Great Docs started with a premise: you should be able to point a tool at
your Python package and get a documentation site that looks good without
any design work. Run great-docs init, run great-docs build, open the
result in a browser, and you are done. That three-command workflow has
not changed since v0.1, and the simplicity of the entry point is
important. But behind that simple surface, ten releases have added a
world of capability for when you are ready to go further.
With the release of v0.10.0, we have reached a nice, round number and
it’s worth looking back and surveying all the things that were done! So
what follows is a survey of ten features (one per release) that
represent the range of what Great Docs has become. Taken together, they
tell the story of a documentation generator that starts simple and
scales with your ambitions.
1. Auto-Discovery#
The original release (v0.1) came out with the feature that defines the
project’s philosophy. When you run great-docs init, Great Docs
inspects your package and discovers its public API automatically. It
finds classes, functions, dataclasses, protocols, enumerations,
exceptions, type aliases, and more, using a combination of runtime
introspection and static analysis via
griffe
. It detects your
docstring style (NumPy, Google, or Sphinx) and writes a great-docs.yml
configuration file that captures the full structure of your API.
reference:
sections:
- title: Core
contents: [MyApp, Config, build, preview]
- title: Utilities
contents: [parse, validate, format_output]
- title: Exceptions
contents: [ConfigError, BuildError]The practical consequence is that you don’t have to enumerate your exports by hand. If you add a new class or function to your package, the next build picks it up. If you remove something, it disappears from the site. The configuration file exists so you can reorder sections, add display names, or exclude internal symbols, but the default is complete and correct without any having to do any manual intervention.
I suppose this was the design decision that everything else built on: if Great Docs can figure something out automatically, it should, and configuration should be for expressing preferences rather than providing information that we could have inferred.
2. SEO and Proofreading#
The v0.2 release added two capabilities that address different aspects
of the same problem: making sure people can find your documentation and
making sure what they find reads well.
On the discoverability side, Great Docs now generates sitemap.xml,
robots.txt, canonical URLs, and JSON-LD structured data automatically.
Per-page Open Graph meta tags are injected so that when someone shares a
link to your documentation, the preview card shows a title, description,
and image rather than a generic URL. The great-docs seo audit command
checks your site for common problems (e.g., missing descriptions, broken
canonical links, orphaned pages, etc.).
great-docs proofreadOn the quality side, the great-docs proofread command runs local
grammar and spelling checks powered by
Harper
, a fast grammar checker that runs
entirely on your machine.
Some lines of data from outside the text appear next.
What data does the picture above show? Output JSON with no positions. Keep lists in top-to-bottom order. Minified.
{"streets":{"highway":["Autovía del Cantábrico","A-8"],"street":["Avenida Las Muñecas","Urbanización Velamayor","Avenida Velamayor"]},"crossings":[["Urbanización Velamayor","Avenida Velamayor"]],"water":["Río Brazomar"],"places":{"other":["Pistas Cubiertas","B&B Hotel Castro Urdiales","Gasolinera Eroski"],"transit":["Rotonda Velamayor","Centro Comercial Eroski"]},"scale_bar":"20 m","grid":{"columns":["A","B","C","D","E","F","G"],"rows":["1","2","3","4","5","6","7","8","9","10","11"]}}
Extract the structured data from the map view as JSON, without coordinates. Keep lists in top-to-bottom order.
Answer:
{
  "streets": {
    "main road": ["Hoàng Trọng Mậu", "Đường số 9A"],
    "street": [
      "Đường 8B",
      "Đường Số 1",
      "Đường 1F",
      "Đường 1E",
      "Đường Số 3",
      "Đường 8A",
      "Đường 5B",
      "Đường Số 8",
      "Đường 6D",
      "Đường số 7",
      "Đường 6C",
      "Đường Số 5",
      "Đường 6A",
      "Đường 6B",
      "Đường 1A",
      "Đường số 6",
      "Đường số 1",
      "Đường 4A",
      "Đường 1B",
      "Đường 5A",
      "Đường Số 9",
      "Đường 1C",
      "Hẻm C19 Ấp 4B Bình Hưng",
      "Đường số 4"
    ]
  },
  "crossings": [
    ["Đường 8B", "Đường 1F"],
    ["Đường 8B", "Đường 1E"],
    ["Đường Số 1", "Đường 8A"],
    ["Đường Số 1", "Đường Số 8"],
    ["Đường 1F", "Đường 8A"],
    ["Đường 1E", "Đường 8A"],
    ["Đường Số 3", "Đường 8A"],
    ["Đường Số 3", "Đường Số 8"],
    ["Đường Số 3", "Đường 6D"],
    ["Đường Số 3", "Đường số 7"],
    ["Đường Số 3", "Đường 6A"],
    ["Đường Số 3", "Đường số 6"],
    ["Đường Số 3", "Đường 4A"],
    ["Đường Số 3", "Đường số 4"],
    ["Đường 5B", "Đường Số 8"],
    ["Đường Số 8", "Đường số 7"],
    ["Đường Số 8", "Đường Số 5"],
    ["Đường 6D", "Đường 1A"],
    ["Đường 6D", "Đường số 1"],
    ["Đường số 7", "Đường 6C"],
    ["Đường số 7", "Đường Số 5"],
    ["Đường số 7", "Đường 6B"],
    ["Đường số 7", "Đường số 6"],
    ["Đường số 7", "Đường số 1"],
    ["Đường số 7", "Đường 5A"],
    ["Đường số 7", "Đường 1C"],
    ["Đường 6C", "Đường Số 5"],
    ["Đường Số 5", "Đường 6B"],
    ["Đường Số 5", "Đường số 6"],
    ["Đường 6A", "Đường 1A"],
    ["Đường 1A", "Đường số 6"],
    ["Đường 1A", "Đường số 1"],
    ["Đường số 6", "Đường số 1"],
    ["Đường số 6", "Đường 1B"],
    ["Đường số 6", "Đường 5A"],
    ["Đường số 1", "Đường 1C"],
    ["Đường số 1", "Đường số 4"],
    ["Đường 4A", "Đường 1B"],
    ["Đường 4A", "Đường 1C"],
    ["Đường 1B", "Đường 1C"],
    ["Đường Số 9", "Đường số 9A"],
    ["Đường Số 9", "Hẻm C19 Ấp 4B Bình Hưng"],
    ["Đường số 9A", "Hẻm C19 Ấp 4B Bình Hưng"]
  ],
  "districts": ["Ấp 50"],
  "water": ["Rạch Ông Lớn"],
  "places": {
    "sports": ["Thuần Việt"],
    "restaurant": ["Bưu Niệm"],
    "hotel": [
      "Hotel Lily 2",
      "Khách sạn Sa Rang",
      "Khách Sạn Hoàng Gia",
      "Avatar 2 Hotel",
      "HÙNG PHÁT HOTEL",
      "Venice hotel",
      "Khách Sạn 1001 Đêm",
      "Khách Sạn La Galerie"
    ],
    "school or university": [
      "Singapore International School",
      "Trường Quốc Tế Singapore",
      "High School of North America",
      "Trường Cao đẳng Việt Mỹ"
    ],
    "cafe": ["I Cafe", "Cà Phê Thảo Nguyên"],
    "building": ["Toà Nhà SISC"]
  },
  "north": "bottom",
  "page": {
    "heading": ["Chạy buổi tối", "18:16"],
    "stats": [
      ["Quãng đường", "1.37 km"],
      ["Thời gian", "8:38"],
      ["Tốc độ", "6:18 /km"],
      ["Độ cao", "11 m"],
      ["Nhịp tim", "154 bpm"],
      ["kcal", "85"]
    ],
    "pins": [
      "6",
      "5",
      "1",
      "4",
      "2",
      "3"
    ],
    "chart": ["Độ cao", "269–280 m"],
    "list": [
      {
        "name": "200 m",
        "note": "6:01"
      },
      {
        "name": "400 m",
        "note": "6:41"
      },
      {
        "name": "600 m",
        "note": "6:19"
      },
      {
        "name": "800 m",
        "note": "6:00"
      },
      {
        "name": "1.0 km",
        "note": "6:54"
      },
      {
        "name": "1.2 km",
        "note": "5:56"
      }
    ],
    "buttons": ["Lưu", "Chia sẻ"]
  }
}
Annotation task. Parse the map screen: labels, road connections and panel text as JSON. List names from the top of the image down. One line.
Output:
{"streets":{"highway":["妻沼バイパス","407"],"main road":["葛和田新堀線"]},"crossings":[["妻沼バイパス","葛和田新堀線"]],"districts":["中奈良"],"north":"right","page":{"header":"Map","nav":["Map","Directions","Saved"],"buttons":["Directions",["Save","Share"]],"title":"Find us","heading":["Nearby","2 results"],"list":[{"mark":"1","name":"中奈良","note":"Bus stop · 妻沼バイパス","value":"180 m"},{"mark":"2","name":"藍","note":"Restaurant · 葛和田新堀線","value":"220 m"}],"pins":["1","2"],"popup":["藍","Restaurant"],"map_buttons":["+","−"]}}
It skips code blocks and YAML frontmatter,
ships with a technical dictionary so it does not flag standard
programming terms, and supports project-specific custom dictionaries for
your package’s terminology. The output is available as plain text or
JSON (which is well-suited for CI pipelines).
The combination means that documentation sites built with Great Docs tend to surface well in search results and tend to read cleanly once readers arrive. Neither of these things sound all that exciting, but both matter more than a lot of visual features.
3. Documentation Linting#
Release v0.3 introduced great-docs lint, a static analysis tool for
your documentation rather than your code. It inspects your package’s
public API and checks for problems that would otherwise surface only
when a user encounters a confusing or broken page.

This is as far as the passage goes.